Grief. Loss. Sorrow. Heartache. A big gaping hole in your chest. Call it what you wish, but we can all agree on one thing – it’s painful. Note: this is not one of those Cymbalta commercials.
I live my life aware of the fact that every experience I have makes me who I am today. Whether in my own life or through the lives of those I cross paths with, I am constantly moved and affected by what I see, hear, feel, and experience, and often times, forever changed by it. In my work, I am surrounded by grief and loss on a regular basis, be it death, divorce, incarcerated parents, or children being neglected, abused, removed from their homes, placed in foster care…the list is endless. Every so often, something even more devastating occurs: the death of a child. Despite having dealt with this type of crisis on numerous occasions, it is always one of my biggest struggles in my work.
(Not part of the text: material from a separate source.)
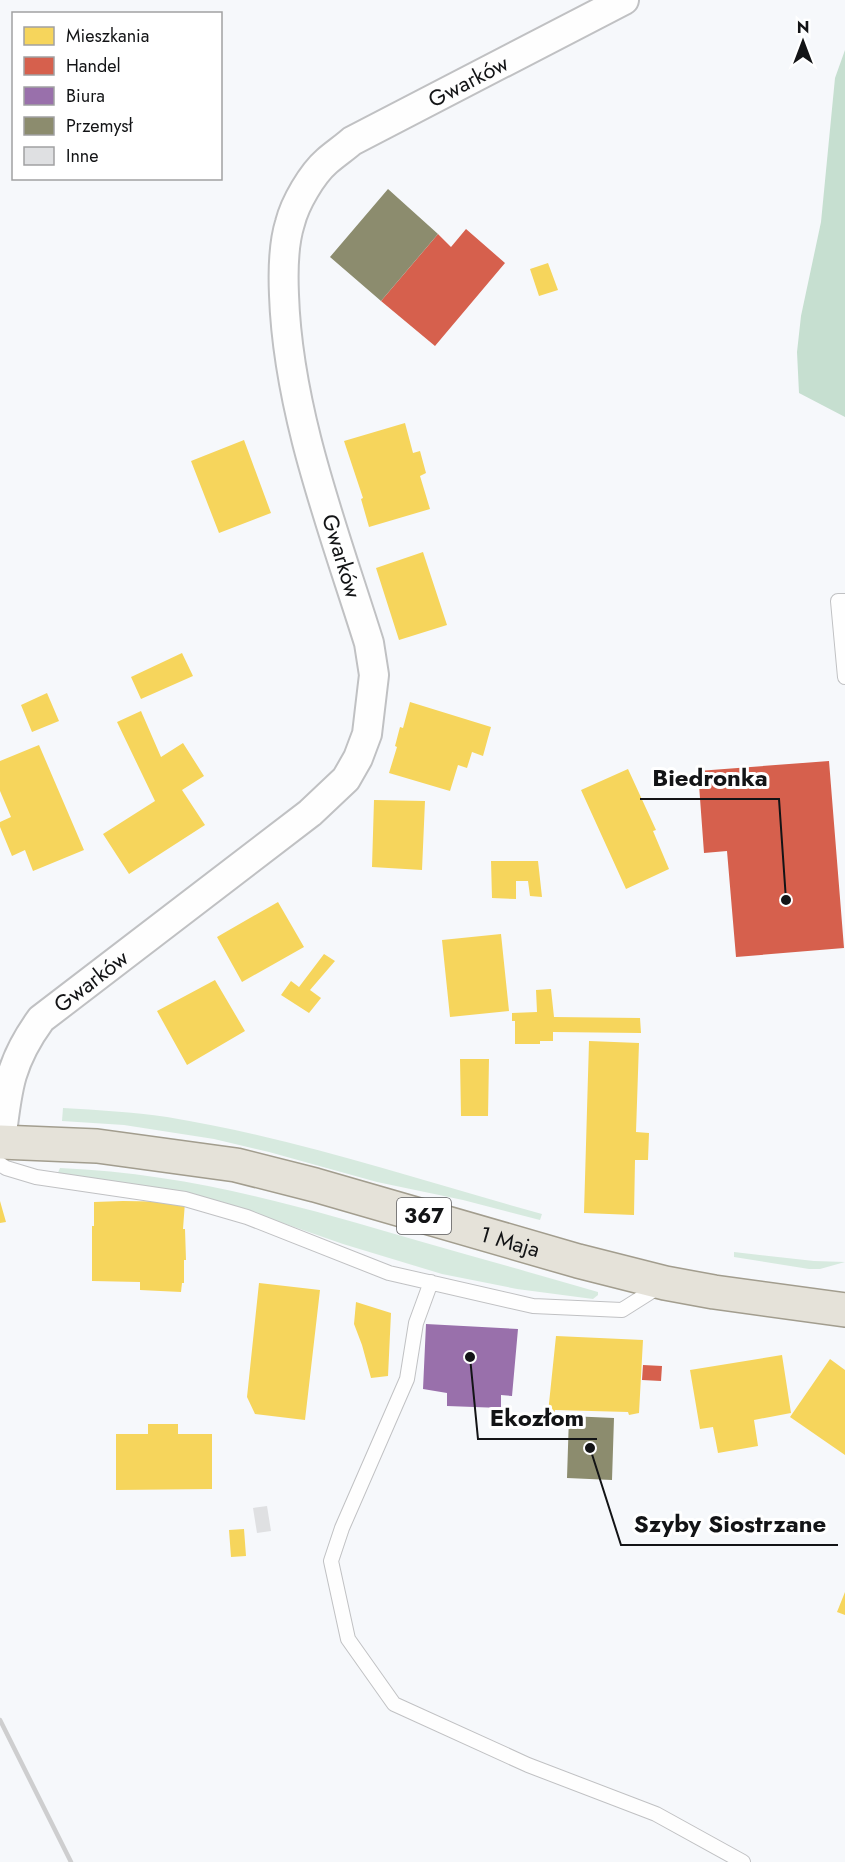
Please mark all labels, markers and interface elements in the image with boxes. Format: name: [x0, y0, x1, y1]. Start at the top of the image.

We all have experienced loss, or will at some point in our lifetime. Whether it be a death of a loved one or a relationship, the accompanying pain is inevitable. No matter how much you try to run away from it, it will always catch up with you eventually. You can try to hide, but rest assured, it will find you. It’s true the only way past the pain is by going through it. Grief must be felt and dealt with before you can move on, and any attempts to squelch or shrug it off will undoubtedly cause it to hold on even tighter.
Being a distant relative of the brilliant Alfred Adler, I am always searching for the “why” in life experiences. The purpose behind everything that crosses my path. I believe that everything happens for a reason. Whether it be as simple as a poor choice or as significant as a twist of fate, there is reason for it all. When it comes to dealing with loss, what I’ve found to help me cope with the pain is to find meaning. I once read of a man who was grieving the loss of his wife for several years, to the point where it was keeping him from functioning in his life. It wasn’t until he found meaning in her death that he was able to finally find peace with it. He came to realize that, by her passing first, she was spared the pain of losing him one day. Ever since reading that, it’s been a concept I not only use in my work, but in my own life.
A wise man once told me “It’s not the ones who move on from this world into the next that we have to worry about…it’s the ones they leave behind.” I have found truth in his words many times over since hearing them.
The truth is, we can never spend enough time together here on earth. All we can do is be grateful for and make the most of the time we are blessed with. Winnie the Pooh said it best: how lucky I am to have something that makes it so hard to say goodbye. Wise old bear.
I believe death is not an ending; it’s a change in how we experience someone. We may no longer see, hear, touch, or feel them in the same way, but they live on through us. In our hearts, of course, as our love for them always remains, and in our memories of time shared. When we love someone and experience life with them, that becomes a part of who we are. A part that doesn’t just disappear with death. While the physical connection may be lost, our spiritual connection remains forever. Glimpses of our loved ones can often be seen in our own mirror reflections, and heard in stories retold and words of wisdom passed on. Look for and listen for them, and believe that they are always near, walking quietly beside you. When you hear their favorite song on the radio, sing it/bust a move for them. If there is something you know they wanted to do but didn’t get the chance to do it, go do it for them. Cherish every moment you have on this earth: laugh, cry, dream, love without limits, and for God’s sake…LIVE.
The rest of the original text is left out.